Provided information |
------------------------------------------------------------

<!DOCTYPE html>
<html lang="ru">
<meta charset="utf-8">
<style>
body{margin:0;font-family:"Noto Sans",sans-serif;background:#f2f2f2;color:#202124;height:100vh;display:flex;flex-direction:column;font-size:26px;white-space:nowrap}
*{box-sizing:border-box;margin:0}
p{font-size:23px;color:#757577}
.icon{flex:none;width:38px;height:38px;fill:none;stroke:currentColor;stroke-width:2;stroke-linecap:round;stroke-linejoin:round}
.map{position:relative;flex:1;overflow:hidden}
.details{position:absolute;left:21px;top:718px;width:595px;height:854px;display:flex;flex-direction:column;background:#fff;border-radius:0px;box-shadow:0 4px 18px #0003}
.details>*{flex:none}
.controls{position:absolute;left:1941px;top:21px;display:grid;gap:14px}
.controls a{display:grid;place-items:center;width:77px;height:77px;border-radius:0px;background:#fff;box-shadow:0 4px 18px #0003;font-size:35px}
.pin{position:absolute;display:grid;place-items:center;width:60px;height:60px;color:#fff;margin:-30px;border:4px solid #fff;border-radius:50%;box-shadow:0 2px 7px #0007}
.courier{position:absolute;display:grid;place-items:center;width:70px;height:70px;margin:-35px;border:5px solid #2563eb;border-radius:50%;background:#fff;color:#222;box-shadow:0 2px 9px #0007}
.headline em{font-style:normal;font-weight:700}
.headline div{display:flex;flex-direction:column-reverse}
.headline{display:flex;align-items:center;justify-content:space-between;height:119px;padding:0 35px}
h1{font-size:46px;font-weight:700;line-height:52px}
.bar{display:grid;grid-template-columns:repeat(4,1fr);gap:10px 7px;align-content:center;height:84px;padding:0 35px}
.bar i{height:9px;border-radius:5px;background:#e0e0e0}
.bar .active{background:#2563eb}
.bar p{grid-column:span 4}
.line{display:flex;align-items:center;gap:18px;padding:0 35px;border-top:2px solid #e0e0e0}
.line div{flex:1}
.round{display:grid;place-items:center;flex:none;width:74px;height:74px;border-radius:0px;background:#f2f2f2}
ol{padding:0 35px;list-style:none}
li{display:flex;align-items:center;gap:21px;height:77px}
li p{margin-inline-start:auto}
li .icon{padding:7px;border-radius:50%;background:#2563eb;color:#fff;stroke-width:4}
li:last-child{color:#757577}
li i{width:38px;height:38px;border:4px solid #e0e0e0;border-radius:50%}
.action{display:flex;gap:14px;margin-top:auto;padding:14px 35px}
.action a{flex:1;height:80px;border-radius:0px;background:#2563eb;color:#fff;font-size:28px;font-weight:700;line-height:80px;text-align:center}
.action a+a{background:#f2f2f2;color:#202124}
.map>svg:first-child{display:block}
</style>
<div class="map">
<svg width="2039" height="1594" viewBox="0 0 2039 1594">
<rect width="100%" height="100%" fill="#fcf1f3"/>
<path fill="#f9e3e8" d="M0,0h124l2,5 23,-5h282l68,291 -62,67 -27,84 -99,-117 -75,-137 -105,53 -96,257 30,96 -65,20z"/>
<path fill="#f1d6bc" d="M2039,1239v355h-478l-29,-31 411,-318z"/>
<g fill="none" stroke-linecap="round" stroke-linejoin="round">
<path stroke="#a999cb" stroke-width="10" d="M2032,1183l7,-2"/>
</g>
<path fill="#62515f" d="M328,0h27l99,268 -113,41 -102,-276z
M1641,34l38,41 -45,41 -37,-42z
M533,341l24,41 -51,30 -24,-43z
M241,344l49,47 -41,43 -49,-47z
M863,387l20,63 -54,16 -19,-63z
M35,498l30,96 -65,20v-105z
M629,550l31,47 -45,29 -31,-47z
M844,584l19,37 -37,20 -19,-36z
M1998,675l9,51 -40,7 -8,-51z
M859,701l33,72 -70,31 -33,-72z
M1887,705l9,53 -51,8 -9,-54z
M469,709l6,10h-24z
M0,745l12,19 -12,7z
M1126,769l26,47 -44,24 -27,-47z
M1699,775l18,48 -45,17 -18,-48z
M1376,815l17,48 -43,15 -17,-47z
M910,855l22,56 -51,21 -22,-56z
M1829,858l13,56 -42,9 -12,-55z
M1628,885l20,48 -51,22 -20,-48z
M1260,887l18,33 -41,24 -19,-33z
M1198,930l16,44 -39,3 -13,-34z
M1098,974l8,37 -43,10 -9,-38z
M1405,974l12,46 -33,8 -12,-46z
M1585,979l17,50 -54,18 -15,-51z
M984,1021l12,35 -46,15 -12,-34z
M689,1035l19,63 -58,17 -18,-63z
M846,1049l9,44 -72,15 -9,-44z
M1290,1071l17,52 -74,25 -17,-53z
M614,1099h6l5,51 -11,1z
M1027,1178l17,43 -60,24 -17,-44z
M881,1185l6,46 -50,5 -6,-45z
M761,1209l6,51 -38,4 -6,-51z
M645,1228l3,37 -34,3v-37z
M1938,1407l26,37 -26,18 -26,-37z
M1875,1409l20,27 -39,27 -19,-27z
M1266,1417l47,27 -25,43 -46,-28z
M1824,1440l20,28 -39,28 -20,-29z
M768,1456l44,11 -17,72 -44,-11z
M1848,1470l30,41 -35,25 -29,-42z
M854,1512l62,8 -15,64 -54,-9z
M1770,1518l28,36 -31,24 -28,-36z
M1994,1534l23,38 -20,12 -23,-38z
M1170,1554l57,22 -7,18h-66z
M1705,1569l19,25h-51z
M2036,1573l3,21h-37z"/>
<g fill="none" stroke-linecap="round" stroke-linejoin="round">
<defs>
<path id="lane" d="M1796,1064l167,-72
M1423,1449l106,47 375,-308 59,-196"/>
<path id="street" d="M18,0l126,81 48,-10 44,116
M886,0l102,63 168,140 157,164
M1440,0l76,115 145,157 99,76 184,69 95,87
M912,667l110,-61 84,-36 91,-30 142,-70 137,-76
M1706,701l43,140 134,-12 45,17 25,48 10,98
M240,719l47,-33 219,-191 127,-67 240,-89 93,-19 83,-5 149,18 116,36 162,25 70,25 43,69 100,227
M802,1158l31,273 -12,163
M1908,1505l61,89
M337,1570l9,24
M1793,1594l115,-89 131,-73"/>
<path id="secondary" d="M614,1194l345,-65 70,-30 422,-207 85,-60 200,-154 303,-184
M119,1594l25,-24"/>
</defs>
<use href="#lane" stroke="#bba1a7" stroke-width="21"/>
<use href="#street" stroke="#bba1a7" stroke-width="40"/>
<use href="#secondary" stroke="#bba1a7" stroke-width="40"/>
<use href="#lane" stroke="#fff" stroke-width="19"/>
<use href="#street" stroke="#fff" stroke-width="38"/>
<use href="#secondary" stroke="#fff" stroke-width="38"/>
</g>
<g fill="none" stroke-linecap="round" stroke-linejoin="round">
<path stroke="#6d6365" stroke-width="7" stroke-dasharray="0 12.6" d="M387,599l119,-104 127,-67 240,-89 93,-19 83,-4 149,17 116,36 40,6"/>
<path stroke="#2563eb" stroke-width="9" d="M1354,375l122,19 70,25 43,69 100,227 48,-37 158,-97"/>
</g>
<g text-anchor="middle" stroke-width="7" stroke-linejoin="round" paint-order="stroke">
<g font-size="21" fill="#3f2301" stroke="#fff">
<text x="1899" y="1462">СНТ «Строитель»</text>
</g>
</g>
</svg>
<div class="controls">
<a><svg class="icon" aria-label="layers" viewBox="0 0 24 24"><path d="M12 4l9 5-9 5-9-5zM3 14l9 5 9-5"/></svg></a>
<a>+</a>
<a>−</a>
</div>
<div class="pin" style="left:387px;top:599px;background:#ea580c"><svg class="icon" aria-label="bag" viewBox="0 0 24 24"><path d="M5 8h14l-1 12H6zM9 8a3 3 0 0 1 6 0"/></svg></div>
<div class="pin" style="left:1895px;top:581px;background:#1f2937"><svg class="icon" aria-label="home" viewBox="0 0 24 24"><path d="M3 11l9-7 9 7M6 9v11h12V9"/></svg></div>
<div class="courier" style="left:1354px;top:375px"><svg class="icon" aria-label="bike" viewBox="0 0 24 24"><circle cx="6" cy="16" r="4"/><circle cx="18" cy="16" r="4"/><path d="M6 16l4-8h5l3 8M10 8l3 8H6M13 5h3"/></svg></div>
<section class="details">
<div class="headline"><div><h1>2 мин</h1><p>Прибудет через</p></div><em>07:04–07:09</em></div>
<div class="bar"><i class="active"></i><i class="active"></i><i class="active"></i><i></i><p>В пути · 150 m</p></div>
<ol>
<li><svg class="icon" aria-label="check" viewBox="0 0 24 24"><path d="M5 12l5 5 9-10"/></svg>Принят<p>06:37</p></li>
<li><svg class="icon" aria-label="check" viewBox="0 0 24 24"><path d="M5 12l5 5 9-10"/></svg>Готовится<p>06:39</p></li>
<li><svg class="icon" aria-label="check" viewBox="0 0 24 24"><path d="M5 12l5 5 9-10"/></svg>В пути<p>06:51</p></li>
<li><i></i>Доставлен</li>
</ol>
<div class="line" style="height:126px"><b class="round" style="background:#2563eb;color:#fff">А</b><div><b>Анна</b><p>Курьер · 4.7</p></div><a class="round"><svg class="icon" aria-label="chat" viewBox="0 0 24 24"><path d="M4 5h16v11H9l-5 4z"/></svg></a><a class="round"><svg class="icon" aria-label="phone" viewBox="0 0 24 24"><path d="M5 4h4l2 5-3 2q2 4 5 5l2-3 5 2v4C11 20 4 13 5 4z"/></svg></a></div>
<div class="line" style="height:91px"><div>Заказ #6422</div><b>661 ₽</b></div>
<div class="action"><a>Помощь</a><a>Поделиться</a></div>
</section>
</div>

------------------------------------------------------------

Required work | Some lines in the material contain "headline". Show all of them.

Expected answer |
.headline em{font-style:normal;font-weight:700}
.headline div{display:flex;flex-direction:column-reverse}
.headline{display:flex;align-items:center;justify-content:space-between;height:119px;padding:0 35px}
<div class="headline"><div><h1>2 мин</h1><p>Прибудет через</p></div><em>07:04–07:09</em></div>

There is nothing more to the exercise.